━━━━━ Records for the exercise

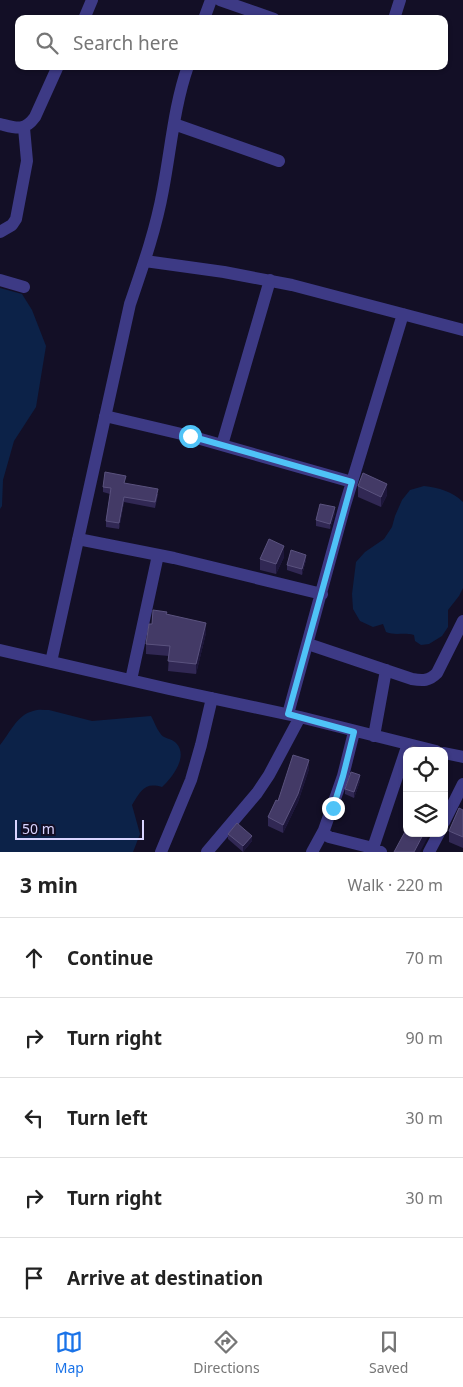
<!DOCTYPE html>
<html lang="en">
<head>
<meta charset="utf-8">
<style>
  body { margin:0; font-family:"Noto Sans",sans-serif; background:#f6f6f6; color:#222 }
  .controls { position:absolute; right:15px; bottom:15px; display:grid; overflow:hidden; border-radius:10px; box-shadow:0 1px 4px #0004 }
  .controls button { width:45px; height:45px; display:grid; place-items:center; padding:0; border:0; border-bottom:1px solid #e0e0e0; background:#fff; color:#222; font:25px sans-serif }
  .scale { position:absolute; left:15px; bottom:12px; width:129px; box-sizing:border-box; padding-left:5px; border:2px solid #d9d4ff; border-top:0; font-size:14px; line-height:18px; white-space:nowrap; color:#d9d4ff; -webkit-text-stroke:4px #130f26; paint-order:stroke }
  .stop { position:absolute; width:15px; height:15px; margin:-11px; border:4px solid #4fc3f7; border-radius:50%; background:#fff }
  .stop.end { background:#4fc3f7; border-color:#fff; box-shadow:0 1px 5px #0008 }
  .list { margin:0; padding:0; list-style:none }
  h2 { display:flex; justify-content:space-between; align-items:center; height:65px; margin:0; padding:0 20px; font-size:21px }
  h2 small { font-size:16px; font-weight:400; color:#767676 }
  .list li { display:grid; grid-template-columns:32px 1fr auto; gap:15px; align-items:center; box-sizing:border-box; height:80px; padding:0 20px; border-top:1px solid #e0e0e0 }
  .list b { display:block; font-size:19px; white-space:nowrap }
  .list em { font-size:16px; font-style:normal; color:#767676 }
  .icon { flex:none; width:28px; height:28px; fill:none; stroke:currentColor; stroke-width:2; stroke-linecap:round; stroke-linejoin:round }
  .map { position:relative; flex:none; width:463px; height:852px; overflow:hidden }
  .search { position:absolute; background:#fff; box-shadow:0 1px 4px #0004; left:15px; right:15px; top:15px; height:55px; display:flex; align-items:center; gap:12px; box-sizing:border-box; padding:0 18px; border-radius:10px; color:#767676; font-size:19px }
  .sheet { height:465px; background:#fff }
  nav { display:flex; justify-content:space-around; align-items:center; box-sizing:border-box; height:70px; border-top:1px solid #e0e0e0; background:#fff; font-size:14px; color:#767676 }
  nav a { display:grid; justify-items:center; gap:2px }
  nav .on { color:#1a73e8 }
  .map>svg:first-child { display:block }
  .water { fill:#0c2248 }
  .lines { fill:none; stroke-linecap:round; stroke-linejoin:round }
  .street { stroke:#3d3a85; stroke-width:12 }
  .wall { fill:#312854 }
  .shaded-wall { fill:#1d163a }
  .building { fill:#433a66; stroke:#5a527e }
  .route { stroke:#4fc3f7; stroke-width:6 }
</style>
</head>
<body>
<div class="map">
<svg width="463" height="852" viewBox="0 0 463 852">
  <rect width="100%" height="100%" fill="#130f26"/>
  <!-- water -->
  <path class="water" d="M 0,288 L 22,294 L 32,310 L 46,346 L 36,407 L 14,441 L 3,480 L 2,506 L 0,509 Z
    M 424,486 C 439,488 452,491 463,502 L 463,588 L 459,596 L 448,610 L 448,627 L 442,636 L 429,644 L 421,645 L 415,641 L 414,635 C 403,632 396,636 386,632 L 383,624 L 373,627 L 360,621 L 353,609 L 352,594 L 356,562 L 365,552 L 384,539 L 392,527 L 395,516 L 402,500 L 410,490 Z
    M 49,710 L 92,721 L 151,716 C 154,721 156,728 160,733 C 163,739 172,738 176,743 C 189,756 172,778 162,787 C 144,782 141,791 132,805 L 140,834 L 133,852 L 0,852 L 0,745 C 10,733 17,715 33,711 C 38,709 44,710 49,710 Z"/>
  <g class="lines">
    <!-- street -->
    <path class="street" d="M 220,0 L 274,19
      M 84,19 L 92,0
      M 204,19 L 211,0
      M 394,19 L 400,0
      M 0,124 C 16,128 24,132 35,117 L 58,66
      M 174,124 L 279,161
      M 0,232 L 12,225 L 16,219 L 27,161 L 24,128
      M 145,261 L 224,272 L 292,285 L 463,330
      M 0,280 L 24,287
      M 105,416 L 190,436 L 352,482
      M 222,445 L 270,280
      M 78,539 L 174,558 L 322,594
      M 308,644 L 412,679 C 423,681 429,681 437,673 L 463,621
      M 0,650 L 169,689 L 300,717 L 436,751
      M 51,662 L 130,304 C 143,266 156,229 163,190 C 171,148 174,106 188,66
      M 131,680 L 158,555
      M 288,714 L 345,505 L 403,314
      M 354,732 L 343,776 L 324,830 L 325,834 L 329,837 L 373,848 L 381,852
      M 374,736 L 386,670
      M 444,753 L 463,757
      M 444,822 L 463,784
      M 373,848 L 408,744
      M 161,852 L 191,780 L 201,745 L 212,698
      M 207,852 L 257,793 L 269,775 L 300,717
      M 312,852 L 324,830
      M 429,852 L 439,833"/>
  </g>
  <!-- wall -->
  <path class="wall" d="M 125,483 L 158,494 L 155,508 L 124,502 L 119,529 L 106,527 L 106,521 L 110,494 L 103,492 L 103,487 Z
    M 358,486 L 387,495 L 381,507 L 358,497 Z
    M 335,513 L 330,529 L 316,526 L 316,520 Z
    M 284,557 L 276,574 L 260,570 L 260,559 Z
    M 306,560 L 302,575 L 287,570 L 287,565 Z
    M 167,614 L 206,633 L 196,674 L 168,671 L 169,656 L 146,654 L 146,644 L 152,624 Z
    M 407,764 L 407,778 L 406,777 L 406,767 Z
    M 309,769 L 298,802 L 283,833 L 268,826 L 268,817 L 278,801 Z
    M 360,781 L 354,798 L 345,794 L 345,789 Z
    M 463,810 L 463,848 L 449,842 L 449,831 Z
    M 228,834 L 252,841 L 243,852 L 228,839 Z"/>
  <!-- shaded-wall -->
  <path class="shaded-wall" d="M 387,484 L 387,495 L 381,507 L 381,497 Z
    M 124,497 L 124,502 L 119,529 L 119,523 Z
    M 335,507 L 335,513 L 330,529 L 330,524 Z
    M 284,546 L 284,557 L 276,574 L 276,564 Z
    M 306,555 L 306,560 L 302,575 L 302,569 Z
    M 206,623 L 206,633 L 196,674 L 196,664 Z
    M 309,760 L 309,769 L 298,802 L 283,833 L 283,825 Z
    M 360,775 L 360,781 L 354,798 L 354,792 Z
    M 424,833 L 428,833 L 428,837 L 420,852 L 414,852 Z
    M 252,836 L 252,841 L 243,852 L 243,846 Z"/>
  <!-- building -->
  <path class="building" d="M 105,472 L 126,476 L 124,483 L 158,489 L 155,502 L 124,497 L 119,523 L 106,521 L 111,488 L 103,487 Z
    M 363,473 L 387,484 L 381,497 L 358,486 Z
    M 320,504 L 335,507 L 330,524 L 316,520 Z
    M 269,539 L 284,546 L 276,564 L 260,559 Z
    M 291,550 L 306,555 L 302,569 L 287,565 Z
    M 153,610 L 167,612 L 166,614 L 206,623 L 196,664 L 168,661 L 170,646 L 146,644 L 149,624 L 152,624 Z
    M 412,746 L 427,749 L 427,751 L 411,751 Z
    M 293,755 L 309,760 L 298,794 L 283,825 L 268,817 L 276,800 L 278,801 Z
    M 351,772 L 360,775 L 354,792 L 345,789 Z
    M 459,808 L 463,810 L 463,837 L 449,831 Z
    M 237,823 L 252,836 L 243,846 L 228,834 Z
    M 407,828 L 407,833 L 424,833 L 414,852 L 394,852 Z"/>
  <g class="lines">
    <!-- route -->
    <path class="route" d="M 190,436 L 352,482 L 288,714 L 354,732 L 343,776 L 333,808"/>
  </g>
</svg>
<div class="controls">
<button><svg class="icon" aria-label="locate" viewBox="0 0 24 24"><circle cx="12" cy="12" r="6"/><path d="M12 2v4M12 18v4M2 12h4M18 12h4"/></svg></button>
<button><svg class="icon" aria-label="layers" viewBox="0 0 24 24"><path d="M12 4l9 5-9 5-9-5zM3 14l9 5 9-5"/></svg></button>
</div>
<div class="scale">50 m</div>
<div class="stop" style="left:190px;top:436px"></div>
<div class="stop end" style="left:333px;top:808px"></div>
<div class="search"><svg class="icon" aria-label="search" viewBox="0 0 24 24"><circle cx="10" cy="10" r="6"/><path d="M15 15l6 6"/></svg>Search here</div>
</div>
<section class="sheet">
<h2>3 min<small>Walk · 220 m</small></h2>
<ul class="list">
<li><svg class="icon" aria-label="ahead" viewBox="0 0 24 24"><path d="M12 20V5M6 11l6-6 6 6"/></svg><div><b>Continue</b></div><em>70 m</em></li>
<li><svg class="icon" aria-label="right" viewBox="0 0 24 24"><path d="M7 20v-9h11M14 6l5 5-5 5"/></svg><div><b>Turn right</b></div><em>90 m</em></li>
<li><svg class="icon" aria-label="left" viewBox="0 0 24 24"><path d="M17 20v-9H6M10 6l-5 5 5 5"/></svg><div><b>Turn left</b></div><em>30 m</em></li>
<li><svg class="icon" aria-label="right" viewBox="0 0 24 24"><path d="M7 20v-9h11M14 6l5 5-5 5"/></svg><div><b>Turn right</b></div><em>30 m</em></li>
<li><svg class="icon" aria-label="arrive" viewBox="0 0 24 24"><path d="M6 21V4h12l-3 4 3 4H6"/></svg><div><b>Arrive at destination</b></div></li>
</ul>
</section>
<nav>
<a class="on"><svg class="icon" aria-label="map" viewBox="0 0 24 24"><path d="M3 6l6-2 6 2 6-2v14l-6 2-6-2-6 2zM9 4v14M15 6v14"/></svg>Map</a>
<a><svg class="icon" aria-label="directions" viewBox="0 0 24 24"><path d="M12 3l9 9-9 9-9-9zM9 14v-3h6M13 9l2 2-2 2"/></svg>Directions</a>
<a><svg class="icon" aria-label="saved" viewBox="0 0 24 24"><path d="M7 4h10v16l-5-4-5 4z"/></svg>Saved</a>
</nav>
</body>
</html>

━━━━━━━━━━

Your objective:
Of the lines above, output exactly those from the line bearing "M 78,539 L 174,558 L 322,594" through the line bearing "M 373,848 L 408,744", inclusive.

Exercise answer:
      M 78,539 L 174,558 L 322,594
      M 308,644 L 412,679 C 423,681 429,681 437,673 L 463,621
      M 0,650 L 169,689 L 300,717 L 436,751
      M 51,662 L 130,304 C 143,266 156,229 163,190 C 171,148 174,106 188,66
      M 131,680 L 158,555
      M 288,714 L 345,505 L 403,314
      M 354,732 L 343,776 L 324,830 L 325,834 L 329,837 L 373,848 L 381,852
      M 374,736 L 386,670
      M 444,753 L 463,757
      M 444,822 L 463,784
      M 373,848 L 408,744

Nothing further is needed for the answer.